Иногда я рассказываю Лауре-Ларе байки из своего прошлого, из жизни космического конструктора, – то, что за давностью лет утратило статус строгой секретности. Например, как разбился советский пилотируемый корабль «Союз-один», в котором находился первый официальный мученик отечественной космонавтики, прекрасный парень Виктор Комаров. Тогда не открылись тормозные парашюты, и спускаемый аппарат с такой силой ударился о казахскую степь, что образовал воронку в несколько метров, а потом вдобавок загорелся. Все, что осталось от пилота, – небольшой обгорелый, спекшийся брусок. Потом фильм с кадрами этой жуткой обгорелой плоти показывали всем кандидатам на новый космический полет. Спрашивали: «А теперь вы по-прежнему хотите лететь в космос?» Но никто не отказывался.
Лара, когда я предаюсь подобным воспоминаниям, содрогается: «Какие жертвы! Ради чего?! За что они погибли? Зачем сгорел ваш Комаров? И задохнулись трое других русских, в семьдесят первом году, после экспедиции на станцию «Салют»? И два наших «шатла» взорвались?! Двенадцать сгоревших заживо? Зачем?! К чему все эти жертвы?!»
Я отвечаю ей: «Странно слушать подобные речи от человека, который постоянно пользуется спутниковой навигацией. И регулярно звонит к себе на родину за океан – по космическим каналам связи. И смотрит по спутниковому телевидению любимый Ю-Эс-Оупен в прямом эфире».
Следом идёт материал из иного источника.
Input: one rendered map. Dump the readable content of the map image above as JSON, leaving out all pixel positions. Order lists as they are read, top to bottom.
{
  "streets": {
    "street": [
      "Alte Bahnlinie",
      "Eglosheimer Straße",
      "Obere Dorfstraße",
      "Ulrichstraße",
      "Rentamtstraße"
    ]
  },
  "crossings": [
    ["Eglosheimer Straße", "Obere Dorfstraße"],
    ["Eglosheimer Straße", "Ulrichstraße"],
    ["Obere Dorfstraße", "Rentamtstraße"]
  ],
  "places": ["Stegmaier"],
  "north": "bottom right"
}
– Я отдала бы все эти блага за единственную слезинку ребенка (про которого писал ваш Достоевский) – того, который оплакивал отца, ушедшего в полет и не вернувшегося.
Я вздыхаю.
– То был выбор самого отца. Ведь дело не только в спутниковой тарелке и прочих гаджетах. Космонавты и астронавты гибли не ради нашего комфорта. Они стремились, как сыны человечества, выше и дальше – за горизонт.
– По-моему, те, кто запускал первые спутники и летал на них, о высоких материях не думали, – возражает она. – Вы, советские, мечтали утереть нос нам, американцам. А мы – вам.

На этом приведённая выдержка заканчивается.